• _INPUT DATA_:
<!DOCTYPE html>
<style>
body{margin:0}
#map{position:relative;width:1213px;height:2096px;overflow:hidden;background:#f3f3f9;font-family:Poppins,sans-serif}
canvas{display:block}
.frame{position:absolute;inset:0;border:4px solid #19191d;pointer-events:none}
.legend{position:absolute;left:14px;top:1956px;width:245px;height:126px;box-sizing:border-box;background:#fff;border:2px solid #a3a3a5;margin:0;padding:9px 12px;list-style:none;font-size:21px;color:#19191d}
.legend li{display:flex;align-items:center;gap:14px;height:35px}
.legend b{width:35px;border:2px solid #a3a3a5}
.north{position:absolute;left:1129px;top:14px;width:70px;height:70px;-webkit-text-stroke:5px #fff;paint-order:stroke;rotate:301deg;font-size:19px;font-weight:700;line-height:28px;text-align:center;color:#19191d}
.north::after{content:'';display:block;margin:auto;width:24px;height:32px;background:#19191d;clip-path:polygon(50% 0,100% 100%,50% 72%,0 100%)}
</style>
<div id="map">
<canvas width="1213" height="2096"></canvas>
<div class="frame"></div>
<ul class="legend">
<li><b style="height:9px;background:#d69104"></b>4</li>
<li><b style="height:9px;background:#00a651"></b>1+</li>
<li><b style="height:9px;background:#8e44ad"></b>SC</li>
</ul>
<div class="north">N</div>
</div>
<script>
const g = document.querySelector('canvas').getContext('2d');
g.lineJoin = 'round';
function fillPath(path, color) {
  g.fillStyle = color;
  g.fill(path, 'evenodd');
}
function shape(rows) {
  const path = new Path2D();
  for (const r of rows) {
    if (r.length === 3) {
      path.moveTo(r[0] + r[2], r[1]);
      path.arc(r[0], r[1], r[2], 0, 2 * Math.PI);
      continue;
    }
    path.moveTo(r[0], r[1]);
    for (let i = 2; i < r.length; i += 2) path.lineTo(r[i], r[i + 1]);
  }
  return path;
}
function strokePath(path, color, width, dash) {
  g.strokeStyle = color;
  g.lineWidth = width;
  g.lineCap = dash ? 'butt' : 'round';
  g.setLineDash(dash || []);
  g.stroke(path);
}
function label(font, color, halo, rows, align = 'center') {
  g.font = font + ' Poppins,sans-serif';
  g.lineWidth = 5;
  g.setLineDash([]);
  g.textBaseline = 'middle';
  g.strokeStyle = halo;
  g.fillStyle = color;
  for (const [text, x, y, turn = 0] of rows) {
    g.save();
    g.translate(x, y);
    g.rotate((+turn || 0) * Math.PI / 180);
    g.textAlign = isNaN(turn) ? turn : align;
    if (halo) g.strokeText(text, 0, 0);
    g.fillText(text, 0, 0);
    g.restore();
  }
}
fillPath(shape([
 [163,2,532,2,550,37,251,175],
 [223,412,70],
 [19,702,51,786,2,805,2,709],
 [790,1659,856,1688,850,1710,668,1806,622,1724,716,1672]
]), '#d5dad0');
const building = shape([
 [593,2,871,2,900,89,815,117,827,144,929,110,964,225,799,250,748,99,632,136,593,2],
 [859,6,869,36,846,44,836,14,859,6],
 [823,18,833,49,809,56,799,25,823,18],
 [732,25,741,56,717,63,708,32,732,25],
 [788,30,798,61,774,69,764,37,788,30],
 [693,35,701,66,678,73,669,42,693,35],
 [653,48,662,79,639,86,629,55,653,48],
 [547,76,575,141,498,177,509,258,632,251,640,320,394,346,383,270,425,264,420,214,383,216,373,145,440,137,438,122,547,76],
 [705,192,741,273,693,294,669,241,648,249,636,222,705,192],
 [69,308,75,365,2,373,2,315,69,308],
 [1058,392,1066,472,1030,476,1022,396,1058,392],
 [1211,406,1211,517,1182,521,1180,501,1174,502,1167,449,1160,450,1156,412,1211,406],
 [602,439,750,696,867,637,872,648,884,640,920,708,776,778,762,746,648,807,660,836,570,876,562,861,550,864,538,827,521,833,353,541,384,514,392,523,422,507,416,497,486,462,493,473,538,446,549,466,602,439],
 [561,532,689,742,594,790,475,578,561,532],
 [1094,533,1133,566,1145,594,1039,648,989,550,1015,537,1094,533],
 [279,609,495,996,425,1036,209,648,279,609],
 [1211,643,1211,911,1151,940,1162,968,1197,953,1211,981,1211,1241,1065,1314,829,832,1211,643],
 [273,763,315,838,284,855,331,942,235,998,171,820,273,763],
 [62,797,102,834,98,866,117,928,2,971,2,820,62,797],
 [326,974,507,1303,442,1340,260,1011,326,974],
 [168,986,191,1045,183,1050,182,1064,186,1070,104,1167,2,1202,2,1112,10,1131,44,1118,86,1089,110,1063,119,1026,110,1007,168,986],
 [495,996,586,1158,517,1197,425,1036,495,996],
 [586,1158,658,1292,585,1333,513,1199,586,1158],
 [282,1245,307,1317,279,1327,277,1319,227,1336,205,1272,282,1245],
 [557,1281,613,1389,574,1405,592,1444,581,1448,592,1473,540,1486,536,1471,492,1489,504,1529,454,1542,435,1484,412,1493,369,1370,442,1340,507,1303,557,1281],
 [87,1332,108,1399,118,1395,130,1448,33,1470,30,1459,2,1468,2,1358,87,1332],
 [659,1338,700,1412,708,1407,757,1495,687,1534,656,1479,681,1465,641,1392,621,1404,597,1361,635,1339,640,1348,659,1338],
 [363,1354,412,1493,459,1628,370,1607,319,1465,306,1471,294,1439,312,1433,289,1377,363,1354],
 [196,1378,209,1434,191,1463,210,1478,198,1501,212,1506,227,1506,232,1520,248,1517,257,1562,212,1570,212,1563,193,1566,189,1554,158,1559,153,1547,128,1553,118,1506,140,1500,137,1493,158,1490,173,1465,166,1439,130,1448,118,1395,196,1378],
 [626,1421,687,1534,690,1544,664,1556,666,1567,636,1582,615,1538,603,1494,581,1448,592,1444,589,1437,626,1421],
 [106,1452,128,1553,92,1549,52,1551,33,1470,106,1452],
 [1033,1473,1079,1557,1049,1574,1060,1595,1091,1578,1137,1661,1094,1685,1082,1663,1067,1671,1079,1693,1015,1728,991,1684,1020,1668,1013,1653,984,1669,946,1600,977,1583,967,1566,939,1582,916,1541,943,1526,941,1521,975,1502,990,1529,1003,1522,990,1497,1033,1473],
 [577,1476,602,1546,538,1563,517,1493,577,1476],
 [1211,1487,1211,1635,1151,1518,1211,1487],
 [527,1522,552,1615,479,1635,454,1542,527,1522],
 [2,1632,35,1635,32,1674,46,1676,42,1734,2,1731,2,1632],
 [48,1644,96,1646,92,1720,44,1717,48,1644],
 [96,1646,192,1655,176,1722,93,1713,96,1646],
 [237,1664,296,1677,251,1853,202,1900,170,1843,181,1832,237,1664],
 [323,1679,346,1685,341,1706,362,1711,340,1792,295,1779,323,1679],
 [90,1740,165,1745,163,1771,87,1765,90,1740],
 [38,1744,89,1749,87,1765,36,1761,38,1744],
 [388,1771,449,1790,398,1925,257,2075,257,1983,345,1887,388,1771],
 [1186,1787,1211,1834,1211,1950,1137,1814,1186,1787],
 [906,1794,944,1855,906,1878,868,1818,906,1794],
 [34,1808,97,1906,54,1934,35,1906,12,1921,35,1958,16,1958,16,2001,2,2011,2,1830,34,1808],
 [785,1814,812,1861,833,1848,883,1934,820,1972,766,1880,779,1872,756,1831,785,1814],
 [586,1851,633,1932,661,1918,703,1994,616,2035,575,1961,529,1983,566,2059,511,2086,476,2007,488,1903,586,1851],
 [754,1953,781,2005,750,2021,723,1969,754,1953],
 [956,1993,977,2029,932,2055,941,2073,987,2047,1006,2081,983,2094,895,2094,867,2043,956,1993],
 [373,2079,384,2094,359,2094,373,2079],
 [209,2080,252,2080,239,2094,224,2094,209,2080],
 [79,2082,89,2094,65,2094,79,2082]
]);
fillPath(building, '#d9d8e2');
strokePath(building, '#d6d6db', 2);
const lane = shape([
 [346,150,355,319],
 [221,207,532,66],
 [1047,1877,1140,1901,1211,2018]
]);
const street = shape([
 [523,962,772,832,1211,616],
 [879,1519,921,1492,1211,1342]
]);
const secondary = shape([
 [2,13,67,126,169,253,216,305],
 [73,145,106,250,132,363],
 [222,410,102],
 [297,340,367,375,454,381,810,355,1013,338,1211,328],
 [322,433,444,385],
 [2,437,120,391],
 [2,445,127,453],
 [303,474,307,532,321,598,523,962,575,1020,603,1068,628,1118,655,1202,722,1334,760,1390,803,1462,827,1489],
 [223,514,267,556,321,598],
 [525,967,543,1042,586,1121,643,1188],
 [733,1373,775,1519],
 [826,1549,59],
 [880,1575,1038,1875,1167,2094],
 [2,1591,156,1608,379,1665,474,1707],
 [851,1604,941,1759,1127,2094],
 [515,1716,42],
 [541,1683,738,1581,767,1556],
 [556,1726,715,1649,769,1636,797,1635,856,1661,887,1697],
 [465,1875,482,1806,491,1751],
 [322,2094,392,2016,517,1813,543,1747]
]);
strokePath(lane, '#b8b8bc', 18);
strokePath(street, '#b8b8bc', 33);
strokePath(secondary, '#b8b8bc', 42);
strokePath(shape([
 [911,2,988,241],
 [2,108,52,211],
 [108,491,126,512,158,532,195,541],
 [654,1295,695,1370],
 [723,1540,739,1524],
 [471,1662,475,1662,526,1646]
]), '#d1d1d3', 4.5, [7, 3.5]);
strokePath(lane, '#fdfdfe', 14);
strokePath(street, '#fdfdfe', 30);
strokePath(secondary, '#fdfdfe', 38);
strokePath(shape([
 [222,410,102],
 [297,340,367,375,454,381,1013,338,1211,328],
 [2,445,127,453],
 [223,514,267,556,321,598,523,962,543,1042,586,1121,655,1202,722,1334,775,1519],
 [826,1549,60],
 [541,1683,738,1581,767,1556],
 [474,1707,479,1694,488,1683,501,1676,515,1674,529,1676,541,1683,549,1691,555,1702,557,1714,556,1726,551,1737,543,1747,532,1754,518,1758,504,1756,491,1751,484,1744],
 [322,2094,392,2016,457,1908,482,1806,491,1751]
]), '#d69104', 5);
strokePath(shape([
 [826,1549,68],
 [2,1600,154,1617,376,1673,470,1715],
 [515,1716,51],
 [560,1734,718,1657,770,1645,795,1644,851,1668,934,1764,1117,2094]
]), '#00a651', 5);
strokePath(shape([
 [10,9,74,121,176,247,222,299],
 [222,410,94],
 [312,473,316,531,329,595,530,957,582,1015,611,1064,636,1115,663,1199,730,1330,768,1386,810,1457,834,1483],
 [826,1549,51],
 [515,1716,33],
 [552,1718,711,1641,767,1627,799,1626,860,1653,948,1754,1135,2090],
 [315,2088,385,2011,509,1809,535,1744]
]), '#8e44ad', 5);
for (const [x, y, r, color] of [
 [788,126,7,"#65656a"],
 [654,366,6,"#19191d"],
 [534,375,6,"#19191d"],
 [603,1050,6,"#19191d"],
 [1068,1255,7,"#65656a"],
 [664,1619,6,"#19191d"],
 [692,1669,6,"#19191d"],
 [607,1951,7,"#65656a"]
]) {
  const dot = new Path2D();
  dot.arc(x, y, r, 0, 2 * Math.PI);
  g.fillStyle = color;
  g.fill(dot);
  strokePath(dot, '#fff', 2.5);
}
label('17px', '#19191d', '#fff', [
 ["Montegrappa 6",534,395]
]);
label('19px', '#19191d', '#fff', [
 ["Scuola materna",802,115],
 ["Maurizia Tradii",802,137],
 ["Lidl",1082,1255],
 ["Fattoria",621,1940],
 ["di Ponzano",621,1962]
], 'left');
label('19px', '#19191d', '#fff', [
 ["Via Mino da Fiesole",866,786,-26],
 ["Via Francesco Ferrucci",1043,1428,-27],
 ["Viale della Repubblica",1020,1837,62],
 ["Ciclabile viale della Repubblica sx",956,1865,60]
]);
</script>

• _BRIEF_: Look through the entries and return every line where "moveTo" appears.

• _SOLUTION FOR THIS PROBLEM_:
      path.moveTo(r[0] + r[2], r[1]);
    path.moveTo(r[0], r[1]);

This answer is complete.